Why did you decide to start a health blog?
The first thing that prompted me to blog was a patient whose experience was so horrific I still cross my legs and squint at the memory. She had been for a Brazilian wax that had gone terribly wrong. Treating her with antibiotics and dressings was one thing but when I tried to report the beautician, I discovered that there’s very little protection for consumers under state-based legislation. I decided to blog out my frustration for my patient and warn my then two or three readers about the dangers of an undercooked beautician!
How do you decide what health topics to cover in your blog?
I want to combine the compassion, understanding and hard-to-find answers of the pseudoscientific websites with the solid, scientific, dependable, evidence-based medicine of the more conventional ones.
Are there particular health topics that get consistently high engagement with your readers?
Apart from face to face contact with my patients, I receive questions through my website along with That’s Life, Women’s Health and Practical Parenting magazines. Feedback from our Sunrise and The Morning Show viewers also help give me a good sense of what people are interested in. They ask a lot about issues facing mothers like breast, bottle and dummy-addicted kids, little night owls and of course tiredness.
In your opinion, what are the biggest future health issues facing Australia?
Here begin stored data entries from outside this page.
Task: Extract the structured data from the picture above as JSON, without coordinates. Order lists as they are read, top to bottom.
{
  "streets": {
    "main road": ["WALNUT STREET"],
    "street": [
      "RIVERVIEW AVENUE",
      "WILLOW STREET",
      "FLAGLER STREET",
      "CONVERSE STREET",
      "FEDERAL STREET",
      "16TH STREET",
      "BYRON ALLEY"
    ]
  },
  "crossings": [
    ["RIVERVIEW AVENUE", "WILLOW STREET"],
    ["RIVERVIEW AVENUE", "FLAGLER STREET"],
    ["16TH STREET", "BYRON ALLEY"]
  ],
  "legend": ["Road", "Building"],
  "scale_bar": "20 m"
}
We have the growing burden of chronic diseases like heart disease and diabetes, as well as obesity and malnutrition among some Aussies. But we are also seeing the rising phenomenon of the ‘worried well’. These are people who are absolutely healthy on paper but feel a range of first world complaints such as bloating, fatigue and headaches. Conventional medicine is often failing these people. Probably as a result, Australians are spending close to $5 billion on complementary therapies.
How has digital publishing and the internet influenced the way we access health information?
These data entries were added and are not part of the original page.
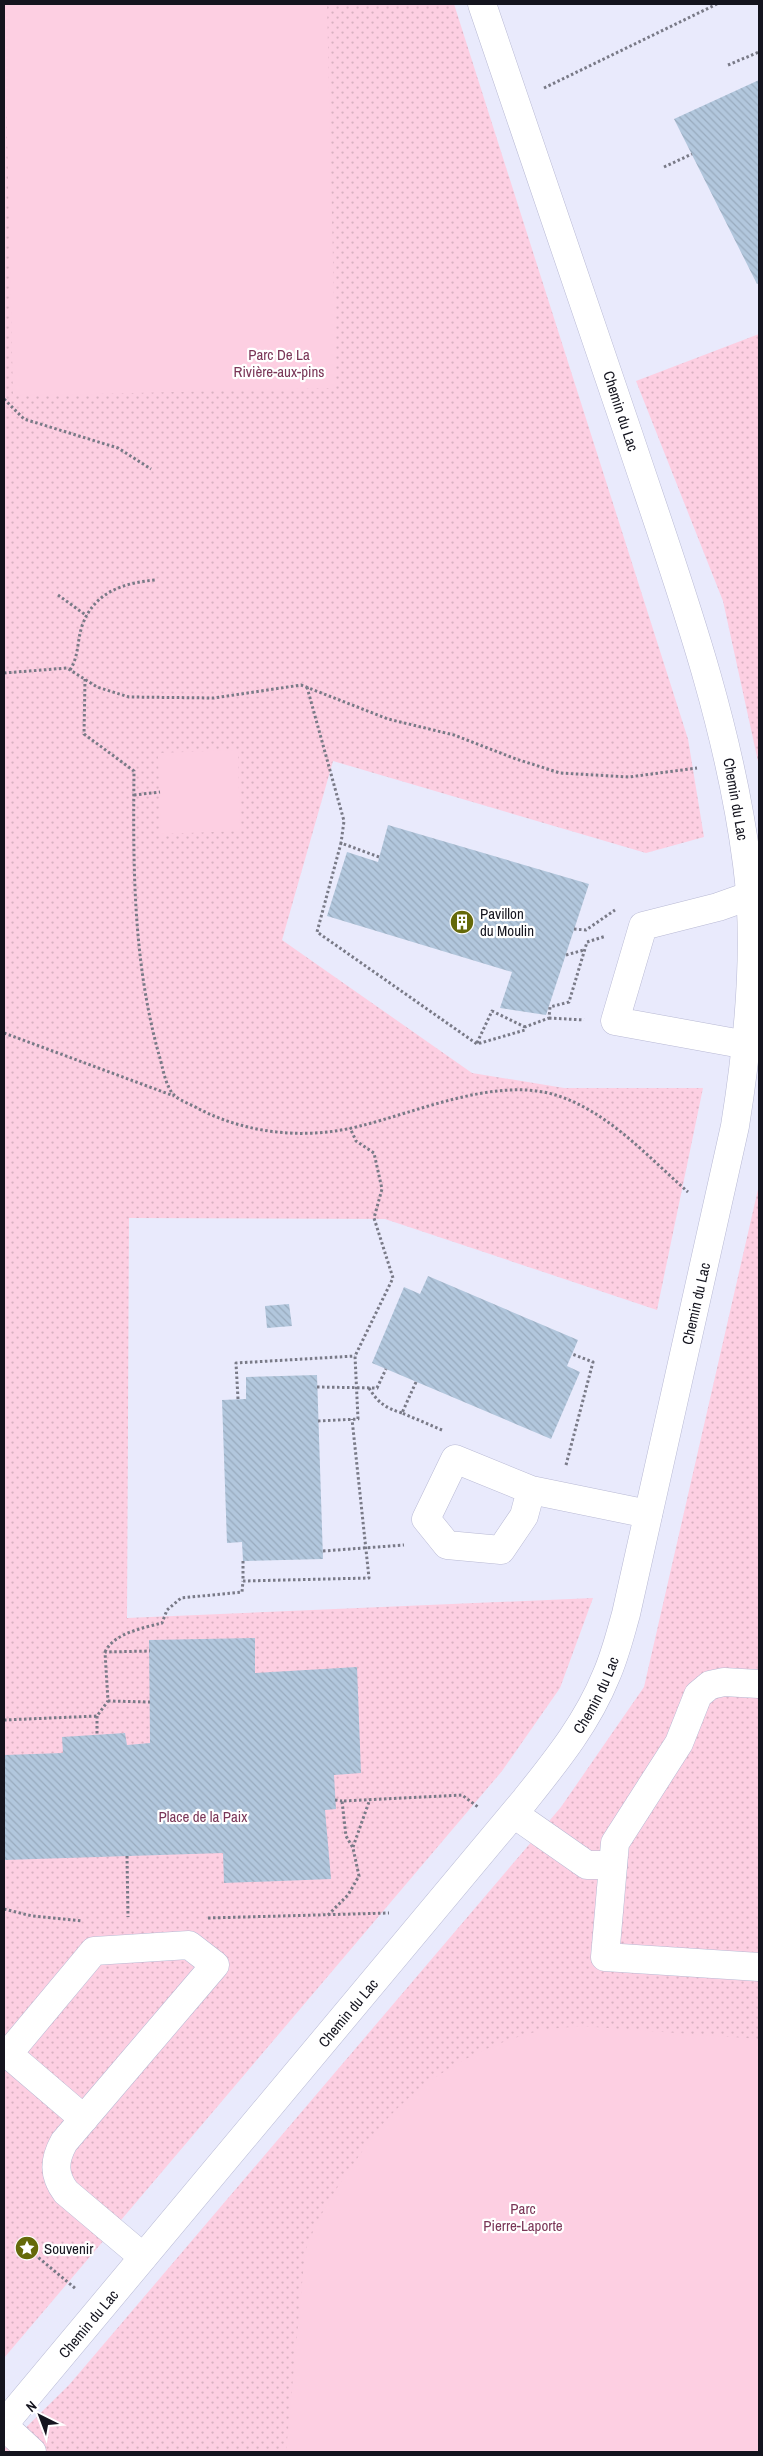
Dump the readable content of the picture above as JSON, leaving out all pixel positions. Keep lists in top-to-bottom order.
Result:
{
  "streets": {
    "street": ["Chemin du Lac"]
  },
  "parks": ["Parc De La Rivière-aux-pins", "Place de la Paix", "Parc Pierre-Laporte"],
  "places": {
    "building": ["Pavillon du Moulin"],
    "place": ["Souvenir"]
  },
  "north": "top left"
}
This is the era of empowerment of the people. It gives every one of us (doctors included) better access to information of all shades and colours. Given that higher health literacy is linked to better health outcomes, you’ve got to love these opportunities for wellness. But there’s a whole heap of bunk out there, too. It’s a double-edged sword….
What are your top three tips for people to live for better health?
1. Get to sleep. I know you’re busy but make scheduling enough sleep your top priority
2. Get out of your four walls and go for a walk. Get into your local community, get some sunshine on your face, meet up with a friend and have fun while you’re getting active
3. Laugh. Life will throw you lots of opportunities to mumble and groan. Grab every prospect of a smile and giggle with both hands and milk it for all it’s worth.